Instructions for the task
Scan the entries below for "strokeStyle" and copy each line that holds it.

Recorded data:
[Start of Attachment]

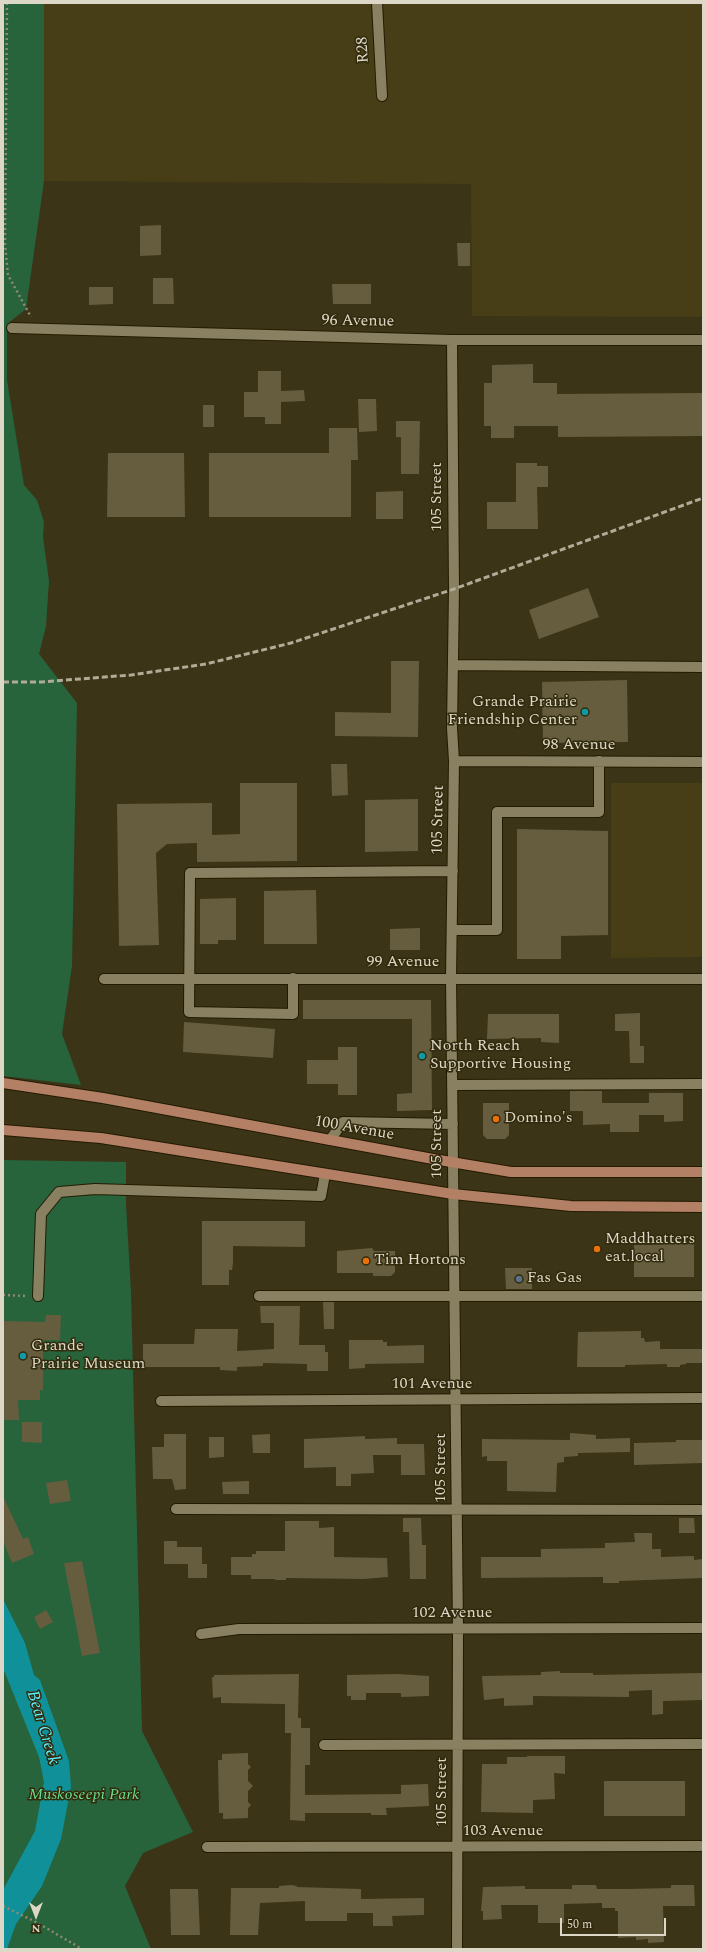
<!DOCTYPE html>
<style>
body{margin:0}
#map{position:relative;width:706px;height:1952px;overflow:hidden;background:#3c3417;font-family:Spectral,serif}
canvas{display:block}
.frame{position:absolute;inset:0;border:4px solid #dcd7c6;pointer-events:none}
.north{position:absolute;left:16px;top:1896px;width:40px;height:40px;-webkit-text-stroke:3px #322a0c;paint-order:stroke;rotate:180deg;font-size:11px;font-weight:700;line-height:16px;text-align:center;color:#dcd7c6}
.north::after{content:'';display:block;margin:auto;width:14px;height:18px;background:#dcd7c6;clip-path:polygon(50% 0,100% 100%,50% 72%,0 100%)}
.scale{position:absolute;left:560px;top:1918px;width:106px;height:18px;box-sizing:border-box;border:2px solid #dcd7c6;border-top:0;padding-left:5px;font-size:12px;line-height:14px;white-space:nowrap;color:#dcd7c6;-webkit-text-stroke:3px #322a0c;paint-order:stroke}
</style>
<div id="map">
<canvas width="706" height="1952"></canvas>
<div class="frame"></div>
<div class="north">N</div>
<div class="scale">50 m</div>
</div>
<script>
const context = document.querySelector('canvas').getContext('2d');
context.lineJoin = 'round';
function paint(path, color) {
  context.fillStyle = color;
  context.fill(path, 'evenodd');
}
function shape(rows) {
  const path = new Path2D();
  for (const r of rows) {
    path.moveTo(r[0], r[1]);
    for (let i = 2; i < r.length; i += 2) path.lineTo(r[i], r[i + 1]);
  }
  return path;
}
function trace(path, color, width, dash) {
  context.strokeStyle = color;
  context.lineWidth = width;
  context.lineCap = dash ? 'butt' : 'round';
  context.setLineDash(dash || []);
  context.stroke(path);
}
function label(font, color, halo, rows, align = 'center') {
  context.font = font + ' Spectral,serif';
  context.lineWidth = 3;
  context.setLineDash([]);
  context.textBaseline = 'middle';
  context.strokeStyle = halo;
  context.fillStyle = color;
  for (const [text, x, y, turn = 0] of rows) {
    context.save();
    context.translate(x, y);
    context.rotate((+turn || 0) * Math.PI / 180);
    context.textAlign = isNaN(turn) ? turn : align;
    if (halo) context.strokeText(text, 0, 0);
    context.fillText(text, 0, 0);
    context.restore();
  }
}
paint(shape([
 [44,3,703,3,703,317,472,316,471,184,44,181],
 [611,783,703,783,703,957,611,958]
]), '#473d17');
paint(shape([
 [3,3,44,3,44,181,26,309,7,324,7,380,24,485,37,500,44,522,43,537,49,581,46,626,39,654,77,703,72,966,62,1034,81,1085,3,1076],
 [3,1160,126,1162,126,1204,131,1292,142,1731,193,1832,143,1853,125,1886,151,1949,3,1949]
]), '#27633b');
paint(shape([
 [3,1599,25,1643,34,1675,40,1680,69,1761,71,1787,61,1839,42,1886,16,1924,7,1949,3,1949,3,1890,35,1831,44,1782,39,1757,3,1668]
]), '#10919a');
paint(shape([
 [161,225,161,255,140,256,140,226],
 [457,243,470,243,470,266,458,266],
 [153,278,173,278,174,304,153,304],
 [332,284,371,284,371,304,333,304],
 [89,287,113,287,113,304,89,305],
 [533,364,533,383,557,383,557,394,703,393,703,436,558,437,558,426,514,426,514,438,491,438,491,426,484,426,484,383,492,383,492,365],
 [258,371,281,371,281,391,304,390,305,401,281,402,281,424,265,424,265,417,244,417,244,392,258,392],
 [358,399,376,399,377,431,359,432],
 [203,405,214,405,214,427,203,427],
 [396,421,420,421,419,474,401,474,401,437,396,437],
 [329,428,357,428,358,460,351,460,351,517,209,517,209,453,329,453],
 [108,453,184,453,185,517,107,517],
 [516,463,537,463,537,466,548,466,548,487,537,487,538,529,487,529,487,502,516,502],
 [403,491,403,519,376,519,376,492],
 [588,588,599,617,539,639,529,610],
 [391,661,419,661,418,737,335,736,335,712,391,713],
 [627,680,628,742,543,743,542,682],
 [331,764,347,764,348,795,332,796],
 [240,783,297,783,297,861,197,862,197,843,167,844,156,853,159,945,119,946,117,804,212,803,212,835,240,834],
 [418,799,418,851,365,852,365,800],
 [517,829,608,831,608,935,561,936,561,959,517,959],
 [316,890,317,944,264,944,264,891],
 [236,898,236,940,218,940,218,944,200,944,200,899],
 [420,928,420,950,390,950,390,929],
 [303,1000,431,1000,432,1110,397,1111,397,1094,412,1093,412,1019,303,1019],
 [640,1013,640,1046,644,1046,644,1063,630,1063,629,1031,615,1031,615,1014],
 [488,1014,559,1014,559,1043,541,1042,541,1038,487,1039],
 [184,1022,275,1029,273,1058,183,1052],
 [338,1047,357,1047,357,1095,338,1095,338,1084,307,1084,307,1060,338,1060],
 [570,1091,602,1091,602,1103,649,1103,649,1093,683,1093,683,1121,664,1122,664,1115,639,1115,639,1132,610,1132,610,1124,583,1125,583,1111,570,1111],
 [483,1103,509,1103,509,1135,505,1139,487,1139,483,1135],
 [202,1221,305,1221,305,1247,233,1246,233,1263,232,1270,229,1270,229,1285,202,1285],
 [694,1244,694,1277,634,1277,634,1245],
 [372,1248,374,1251,395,1251,395,1272,391,1276,373,1276,373,1273,337,1273,337,1251],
 [505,1268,532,1268,532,1289,506,1289],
 [323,1302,334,1302,334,1329,324,1329],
 [260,1306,300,1306,299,1345,325,1345,325,1352,328,1352,328,1371,307,1371,307,1364,263,1363,263,1366,237,1367,237,1371,220,1370,220,1367,143,1367,143,1344,194,1344,195,1329,238,1329,237,1351,274,1349,274,1323,261,1323],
 [46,1315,61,1315,60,1340,43,1340,43,1390,40,1390,40,1400,18,1400,19,1420,3,1420,3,1321,45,1322],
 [641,1331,641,1338,644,1338,645,1342,660,1341,660,1349,703,1349,703,1363,686,1363,686,1364,680,1365,680,1367,667,1367,667,1364,625,1365,625,1367,577,1367,578,1332],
 [349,1340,383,1340,383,1342,387,1342,387,1346,424,1345,424,1363,365,1364,365,1368,349,1369],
 [22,1422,42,1422,42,1443,22,1442],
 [570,1433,596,1435,596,1439,630,1438,630,1452,578,1453,578,1456,564,1457,564,1462,557,1463,556,1492,507,1491,507,1461,487,1461,487,1456,482,1457,482,1439,570,1440],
 [164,1434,186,1434,186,1489,175,1490,172,1479,153,1479,152,1447,164,1447],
 [270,1434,270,1453,253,1453,252,1435],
 [365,1436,365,1439,397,1438,397,1444,424,1444,425,1475,401,1475,401,1455,373,1455,374,1473,351,1474,351,1486,336,1486,336,1467,304,1468,304,1439],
 [209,1437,224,1437,224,1457,209,1458],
 [676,1440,703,1440,703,1463,634,1465,634,1443,676,1442],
 [67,1480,71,1501,50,1504,46,1483],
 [249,1481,249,1494,223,1494,222,1482],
 [3,1496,23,1539,28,1537,34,1554,12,1563,3,1541],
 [403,1518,421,1518,422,1545,426,1545,426,1579,410,1579,409,1532,403,1532],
 [679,1518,694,1518,695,1533,679,1533],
 [285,1521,319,1521,319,1528,334,1527,334,1557,387,1558,388,1577,364,1579,286,1578,286,1580,275,1580,275,1579,251,1579,251,1575,231,1575,231,1557,252,1557,252,1554,256,1554,256,1551,285,1551],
 [634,1533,652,1533,652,1549,661,1549,661,1557,694,1556,694,1560,703,1559,703,1578,619,1581,619,1583,603,1583,603,1577,481,1578,481,1557,541,1557,541,1549,605,1548,605,1543,635,1542],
 [164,1541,177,1541,177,1547,202,1547,202,1564,207,1564,207,1578,188,1578,188,1564,164,1564],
 [82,1561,100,1653,82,1656,64,1563],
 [46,1610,53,1622,40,1629,34,1617],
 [560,1671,560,1673,593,1673,593,1675,703,1673,703,1700,663,1701,663,1714,652,1715,652,1690,629,1691,629,1697,533,1696,533,1705,504,1706,504,1698,484,1700,482,1676,541,1675,541,1672],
 [299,1674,298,1718,301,1718,301,1728,310,1728,310,1765,305,1765,305,1795,401,1794,401,1785,428,1784,429,1806,386,1808,387,1815,371,1815,371,1813,305,1813,305,1821,290,1820,291,1733,285,1733,285,1704,221,1703,221,1697,213,1698,212,1677,214,1677,214,1675],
 [397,1674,429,1676,429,1696,401,1697,401,1693,366,1693,366,1700,351,1700,351,1696,347,1696,347,1675],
 [248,1753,248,1764,251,1767,248,1770,248,1781,253,1786,248,1791,248,1802,251,1805,248,1808,248,1818,223,1819,223,1813,219,1813,218,1760,222,1760,222,1754],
 [527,1756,565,1756,565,1774,554,1773,555,1799,533,1800,533,1813,481,1812,482,1764,507,1764,507,1757,527,1757],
 [604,1781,685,1781,685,1816,604,1816],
 [291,1885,297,1886,297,1887,361,1889,361,1899,424,1898,424,1915,392,1916,393,1926,373,1926,373,1913,347,1913,347,1921,305,1921,305,1901,260,1903,258,1935,230,1935,231,1888,279,1888,279,1886],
 [572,1885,596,1885,597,1889,628,1889,671,1888,671,1885,694,1885,695,1906,663,1906,664,1942,648,1943,648,1939,636,1940,636,1937,618,1938,618,1911,615,1911,615,1908,602,1908,602,1903,564,1904,564,1923,538,1923,538,1905,501,1905,502,1919,483,1920,483,1911,481,1911,483,1887,525,1886,525,1889,572,1889],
 [170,1889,198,1889,200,1935,171,1935]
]), '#665d3f');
const minor = shape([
 [377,3,382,96],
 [12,328,452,340,703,340],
 [452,340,454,589,452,728,454,761,451,978,458,1629,457,1949],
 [453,665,703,667],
 [454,761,703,762],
 [452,930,497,930,497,812,599,812,599,761],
 [293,978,293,1014,189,1012,190,873,453,871],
 [104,979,703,979],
 [453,1085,703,1084],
 [330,1140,343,1122,453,1124],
 [38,1296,41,1214,59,1192,95,1189,321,1196,325,1174],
 [259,1296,703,1296],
 [161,1401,703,1398],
 [176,1509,703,1510],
 [201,1634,239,1629,703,1628],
 [324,1745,703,1744],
 [207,1847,703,1846]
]);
const major = shape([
 [3,1083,103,1098,433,1159,511,1172,703,1172],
 [3,1130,101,1138,453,1194,571,1206,703,1207]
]);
trace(minor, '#231b00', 12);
trace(major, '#231b00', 12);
trace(shape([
 [7,3,5,244,8,275,31,317],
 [3,1295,27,1296],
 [3,1906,36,1922,82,1949]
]), '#918a74', 2.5, [2, 3]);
trace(minor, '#898061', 10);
trace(major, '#b37f65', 10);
trace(shape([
 [3,682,41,682,131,675,206,664,291,643,454,589,703,498]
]), '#b1ab97', 3, [6, 3]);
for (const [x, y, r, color] of [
 [585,712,4,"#0f9aa8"],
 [422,1056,4,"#0f9aa8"],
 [496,1119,4,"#e8710a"],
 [597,1249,4,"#e8710a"],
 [366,1261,4,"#e8710a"],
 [519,1279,4,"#5c6f8a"],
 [23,1356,4,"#0f9aa8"]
]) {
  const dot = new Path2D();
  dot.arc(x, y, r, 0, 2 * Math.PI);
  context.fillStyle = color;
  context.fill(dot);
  trace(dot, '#322a0c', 1.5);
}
label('16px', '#dcd7c6', '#322a0c', [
 ["R28",364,50,-93],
 ["96 Avenue",358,322,1],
 ["105 Street",438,497,-90],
 ["98 Avenue",579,746],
 ["105 Street",439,820,-89],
 ["99 Avenue",403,963],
 ["100 Avenue",354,1129,10],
 ["105 Street",438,1144,-90],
 ["101 Avenue",432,1385],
 ["105 Street",442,1468,-90],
 ["102 Avenue",452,1614],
 ["105 Street",443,1792,-90],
 ["103 Avenue",503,1832]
]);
label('16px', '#dcd7c6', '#322a0c', [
 ["Grande Prairie",577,703,"right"],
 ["Friendship Center",577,721,"right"],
 ["North Reach",430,1047],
 ["Supportive Housing",430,1065],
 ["Domino's",504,1119],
 ["Maddhatters",605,1240],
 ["eat.local",605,1258],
 ["Tim Hortons",374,1261],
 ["Fas Gas",527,1279],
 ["Grande",31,1347],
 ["Prairie Museum",31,1365]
], 'left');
label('italic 16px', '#69dd8d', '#322a0c', [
 ["Muskoseepi Park",84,1796]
]);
label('italic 17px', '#5eeffb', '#322a0c', [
 ["Bear Creek",42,1728,73]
]);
</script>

[End of Attachment]

Response to the exercise
  context.strokeStyle = color;
  context.strokeStyle = halo;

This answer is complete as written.